Matuto’s songs can sway hips just as easily as spark insights. Drawing on Northeastern Brazil’s folkloric rhythms like forró, maracatu, or coco, and on deep Americana—from bluegrass to spirituals to swampy Louisiana jams—Matuto uses unexpected Pan-American sonic sympathies to craft appealing, rootsy, yet philosophical tales of love, self-discovery, nostalgia, and true peace.

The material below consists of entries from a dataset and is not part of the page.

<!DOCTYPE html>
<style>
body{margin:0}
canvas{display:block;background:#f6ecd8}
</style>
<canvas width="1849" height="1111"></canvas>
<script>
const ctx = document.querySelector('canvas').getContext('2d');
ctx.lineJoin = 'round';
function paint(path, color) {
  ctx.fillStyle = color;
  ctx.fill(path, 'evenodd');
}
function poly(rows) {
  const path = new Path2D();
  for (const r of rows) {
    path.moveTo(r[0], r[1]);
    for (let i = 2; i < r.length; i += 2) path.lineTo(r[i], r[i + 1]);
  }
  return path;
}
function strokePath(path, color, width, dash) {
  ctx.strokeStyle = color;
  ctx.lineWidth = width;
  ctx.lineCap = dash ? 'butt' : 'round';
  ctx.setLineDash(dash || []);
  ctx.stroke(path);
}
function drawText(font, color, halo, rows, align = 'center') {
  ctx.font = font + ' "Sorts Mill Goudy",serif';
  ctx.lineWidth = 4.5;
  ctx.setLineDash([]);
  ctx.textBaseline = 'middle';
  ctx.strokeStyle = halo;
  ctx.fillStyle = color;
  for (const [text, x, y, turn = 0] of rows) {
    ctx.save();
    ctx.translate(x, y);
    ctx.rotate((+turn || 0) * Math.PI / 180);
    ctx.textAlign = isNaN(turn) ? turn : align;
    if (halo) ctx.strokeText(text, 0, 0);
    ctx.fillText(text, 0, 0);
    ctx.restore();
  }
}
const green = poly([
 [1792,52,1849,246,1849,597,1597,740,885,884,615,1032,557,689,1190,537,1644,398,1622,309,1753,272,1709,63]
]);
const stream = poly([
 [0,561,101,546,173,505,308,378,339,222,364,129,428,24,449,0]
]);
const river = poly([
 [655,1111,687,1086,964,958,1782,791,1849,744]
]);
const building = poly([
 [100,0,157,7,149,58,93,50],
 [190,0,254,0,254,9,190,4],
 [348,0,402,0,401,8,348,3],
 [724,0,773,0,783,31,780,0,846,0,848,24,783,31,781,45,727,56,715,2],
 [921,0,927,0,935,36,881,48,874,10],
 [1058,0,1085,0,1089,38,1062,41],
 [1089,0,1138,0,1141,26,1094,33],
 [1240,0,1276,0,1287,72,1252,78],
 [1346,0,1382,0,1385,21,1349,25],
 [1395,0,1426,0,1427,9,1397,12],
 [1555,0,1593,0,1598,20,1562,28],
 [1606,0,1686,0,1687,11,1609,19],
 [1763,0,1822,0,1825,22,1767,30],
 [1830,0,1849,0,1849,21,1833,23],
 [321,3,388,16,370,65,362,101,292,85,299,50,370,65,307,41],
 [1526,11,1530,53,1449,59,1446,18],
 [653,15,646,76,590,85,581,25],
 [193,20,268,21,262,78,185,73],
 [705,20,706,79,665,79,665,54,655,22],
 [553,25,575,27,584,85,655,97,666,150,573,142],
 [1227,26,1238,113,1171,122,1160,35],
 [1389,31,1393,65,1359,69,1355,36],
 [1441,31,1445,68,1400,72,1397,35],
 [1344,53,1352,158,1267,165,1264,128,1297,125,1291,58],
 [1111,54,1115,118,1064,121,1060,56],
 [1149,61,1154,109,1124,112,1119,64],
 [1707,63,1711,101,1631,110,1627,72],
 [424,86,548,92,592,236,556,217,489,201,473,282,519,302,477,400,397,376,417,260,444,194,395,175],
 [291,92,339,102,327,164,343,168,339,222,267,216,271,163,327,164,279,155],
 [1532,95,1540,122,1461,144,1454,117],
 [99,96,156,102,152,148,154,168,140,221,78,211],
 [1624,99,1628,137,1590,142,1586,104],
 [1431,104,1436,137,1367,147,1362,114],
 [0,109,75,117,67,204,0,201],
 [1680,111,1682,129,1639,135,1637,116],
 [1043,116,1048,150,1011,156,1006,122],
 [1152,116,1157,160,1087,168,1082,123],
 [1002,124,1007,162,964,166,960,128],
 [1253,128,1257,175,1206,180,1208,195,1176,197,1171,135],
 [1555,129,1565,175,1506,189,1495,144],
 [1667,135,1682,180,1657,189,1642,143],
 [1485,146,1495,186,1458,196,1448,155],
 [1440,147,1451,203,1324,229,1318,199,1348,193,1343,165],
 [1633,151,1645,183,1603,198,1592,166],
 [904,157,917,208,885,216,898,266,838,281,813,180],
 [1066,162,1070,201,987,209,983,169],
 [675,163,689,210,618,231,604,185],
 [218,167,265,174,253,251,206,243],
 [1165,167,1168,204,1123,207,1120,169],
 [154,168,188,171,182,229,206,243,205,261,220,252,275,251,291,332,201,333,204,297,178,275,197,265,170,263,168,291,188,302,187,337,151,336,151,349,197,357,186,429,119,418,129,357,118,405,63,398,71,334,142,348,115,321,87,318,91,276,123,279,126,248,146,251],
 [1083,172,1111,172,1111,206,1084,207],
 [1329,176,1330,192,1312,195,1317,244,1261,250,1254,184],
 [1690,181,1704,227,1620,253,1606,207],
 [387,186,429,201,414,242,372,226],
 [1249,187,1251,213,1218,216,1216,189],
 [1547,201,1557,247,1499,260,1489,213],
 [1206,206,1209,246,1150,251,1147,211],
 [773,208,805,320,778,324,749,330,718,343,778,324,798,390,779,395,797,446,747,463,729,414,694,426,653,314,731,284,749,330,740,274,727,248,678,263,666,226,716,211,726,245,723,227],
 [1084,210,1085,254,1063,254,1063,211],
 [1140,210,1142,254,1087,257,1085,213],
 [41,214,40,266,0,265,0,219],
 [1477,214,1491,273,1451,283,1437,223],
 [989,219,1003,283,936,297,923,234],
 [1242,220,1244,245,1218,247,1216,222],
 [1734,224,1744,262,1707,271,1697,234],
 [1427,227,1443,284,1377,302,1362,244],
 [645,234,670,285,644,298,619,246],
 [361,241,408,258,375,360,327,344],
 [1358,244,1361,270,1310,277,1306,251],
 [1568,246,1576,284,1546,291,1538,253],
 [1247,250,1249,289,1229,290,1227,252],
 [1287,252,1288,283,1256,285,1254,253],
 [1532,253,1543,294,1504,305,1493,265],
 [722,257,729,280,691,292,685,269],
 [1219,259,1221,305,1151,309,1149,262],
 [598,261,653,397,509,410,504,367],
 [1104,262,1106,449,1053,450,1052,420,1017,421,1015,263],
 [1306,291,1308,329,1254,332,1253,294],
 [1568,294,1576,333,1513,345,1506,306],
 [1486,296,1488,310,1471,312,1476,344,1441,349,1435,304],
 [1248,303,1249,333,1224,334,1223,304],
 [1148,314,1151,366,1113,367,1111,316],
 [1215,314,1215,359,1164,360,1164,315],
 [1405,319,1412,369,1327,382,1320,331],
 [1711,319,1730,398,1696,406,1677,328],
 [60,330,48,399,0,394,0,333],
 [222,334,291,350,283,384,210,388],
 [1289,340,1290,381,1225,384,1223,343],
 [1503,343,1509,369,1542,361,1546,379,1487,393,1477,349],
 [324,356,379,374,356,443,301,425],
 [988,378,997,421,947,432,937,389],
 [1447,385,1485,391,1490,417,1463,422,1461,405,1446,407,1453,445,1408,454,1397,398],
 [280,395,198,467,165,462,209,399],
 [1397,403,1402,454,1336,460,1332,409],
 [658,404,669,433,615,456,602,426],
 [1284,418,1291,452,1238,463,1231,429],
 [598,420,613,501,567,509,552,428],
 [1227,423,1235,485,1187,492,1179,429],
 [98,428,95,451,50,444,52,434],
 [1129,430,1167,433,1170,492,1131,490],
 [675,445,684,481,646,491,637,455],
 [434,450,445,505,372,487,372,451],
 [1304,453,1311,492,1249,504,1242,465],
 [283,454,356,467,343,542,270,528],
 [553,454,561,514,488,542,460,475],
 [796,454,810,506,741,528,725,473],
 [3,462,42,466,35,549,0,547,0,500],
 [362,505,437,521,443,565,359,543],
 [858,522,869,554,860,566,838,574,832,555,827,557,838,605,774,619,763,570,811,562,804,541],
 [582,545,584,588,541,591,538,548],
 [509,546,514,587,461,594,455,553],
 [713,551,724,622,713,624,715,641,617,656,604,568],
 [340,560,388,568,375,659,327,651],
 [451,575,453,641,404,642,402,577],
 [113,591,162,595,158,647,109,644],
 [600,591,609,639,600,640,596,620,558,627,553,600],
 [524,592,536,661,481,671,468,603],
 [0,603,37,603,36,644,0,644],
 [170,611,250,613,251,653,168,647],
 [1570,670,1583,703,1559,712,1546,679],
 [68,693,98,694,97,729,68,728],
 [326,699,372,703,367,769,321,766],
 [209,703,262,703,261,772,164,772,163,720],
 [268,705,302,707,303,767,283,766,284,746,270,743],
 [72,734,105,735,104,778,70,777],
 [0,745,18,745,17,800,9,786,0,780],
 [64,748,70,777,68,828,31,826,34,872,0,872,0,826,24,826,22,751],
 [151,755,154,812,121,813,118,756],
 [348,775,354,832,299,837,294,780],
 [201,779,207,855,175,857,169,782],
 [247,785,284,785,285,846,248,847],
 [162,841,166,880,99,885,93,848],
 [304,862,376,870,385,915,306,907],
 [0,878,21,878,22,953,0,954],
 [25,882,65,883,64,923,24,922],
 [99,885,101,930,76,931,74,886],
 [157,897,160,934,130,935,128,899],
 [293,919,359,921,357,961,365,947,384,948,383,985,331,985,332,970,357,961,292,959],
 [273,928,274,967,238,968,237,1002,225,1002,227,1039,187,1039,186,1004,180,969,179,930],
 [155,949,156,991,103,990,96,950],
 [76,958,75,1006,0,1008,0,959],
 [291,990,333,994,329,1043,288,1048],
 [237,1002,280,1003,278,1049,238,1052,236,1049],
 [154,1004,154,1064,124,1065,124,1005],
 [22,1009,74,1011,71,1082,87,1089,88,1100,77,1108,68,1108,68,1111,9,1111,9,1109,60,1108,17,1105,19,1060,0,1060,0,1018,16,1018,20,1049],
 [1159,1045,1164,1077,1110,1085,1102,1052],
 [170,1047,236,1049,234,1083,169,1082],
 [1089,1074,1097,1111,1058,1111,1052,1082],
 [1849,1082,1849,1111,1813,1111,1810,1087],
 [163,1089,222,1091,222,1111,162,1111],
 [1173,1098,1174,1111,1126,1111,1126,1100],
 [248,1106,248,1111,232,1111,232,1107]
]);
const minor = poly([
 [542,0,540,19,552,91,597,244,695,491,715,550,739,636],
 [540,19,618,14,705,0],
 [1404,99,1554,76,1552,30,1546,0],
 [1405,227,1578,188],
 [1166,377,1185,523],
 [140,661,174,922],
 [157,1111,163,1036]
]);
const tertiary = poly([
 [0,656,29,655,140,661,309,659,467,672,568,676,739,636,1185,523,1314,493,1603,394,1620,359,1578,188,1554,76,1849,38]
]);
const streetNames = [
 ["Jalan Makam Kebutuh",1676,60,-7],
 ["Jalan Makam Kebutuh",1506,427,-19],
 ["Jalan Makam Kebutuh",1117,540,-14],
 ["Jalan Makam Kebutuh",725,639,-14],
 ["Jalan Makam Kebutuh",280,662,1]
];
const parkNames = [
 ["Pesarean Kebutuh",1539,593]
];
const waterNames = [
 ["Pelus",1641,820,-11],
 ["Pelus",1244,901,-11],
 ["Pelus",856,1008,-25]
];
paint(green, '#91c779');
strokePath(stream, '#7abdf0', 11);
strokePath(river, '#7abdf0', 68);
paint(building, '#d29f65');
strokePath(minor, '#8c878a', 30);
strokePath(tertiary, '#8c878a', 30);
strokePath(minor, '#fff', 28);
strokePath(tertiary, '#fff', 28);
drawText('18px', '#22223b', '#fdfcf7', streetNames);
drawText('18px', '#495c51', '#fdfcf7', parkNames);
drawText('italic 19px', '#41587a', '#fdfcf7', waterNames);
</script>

The mix of bluegrass and forró, of Mehta and Mardi Gras, has proven to have real legs, taking the band from club dates in the Deep South to diplomacy-minded State Department tours across Eastern Europe and West Africa. A showcase in Copenhagen got the band a gig at one of the most staunchly traditional festivals in Recife, the Feast of St. John, Brazil’s biggest forró event. The traditionalists get it: Matuto has distilled some of the spirit of the music, even as they have blended it with other sounds, and kept its steamy, sensual dance side intact.
Awarded the title of “American Musical Ambassadors” by the U.S. State Department, Matuto has performed in Brazil, Ireland, the U.K., Macedonia, Greece, Kosovo, Turkey, Mozambique, Ivory Coast, Cameroon, Ghana and Senegal and now in Scottsbluff, Nebraska.
Matuto will be joined by the Students from the Scottsbluff Public Schools Orchestra.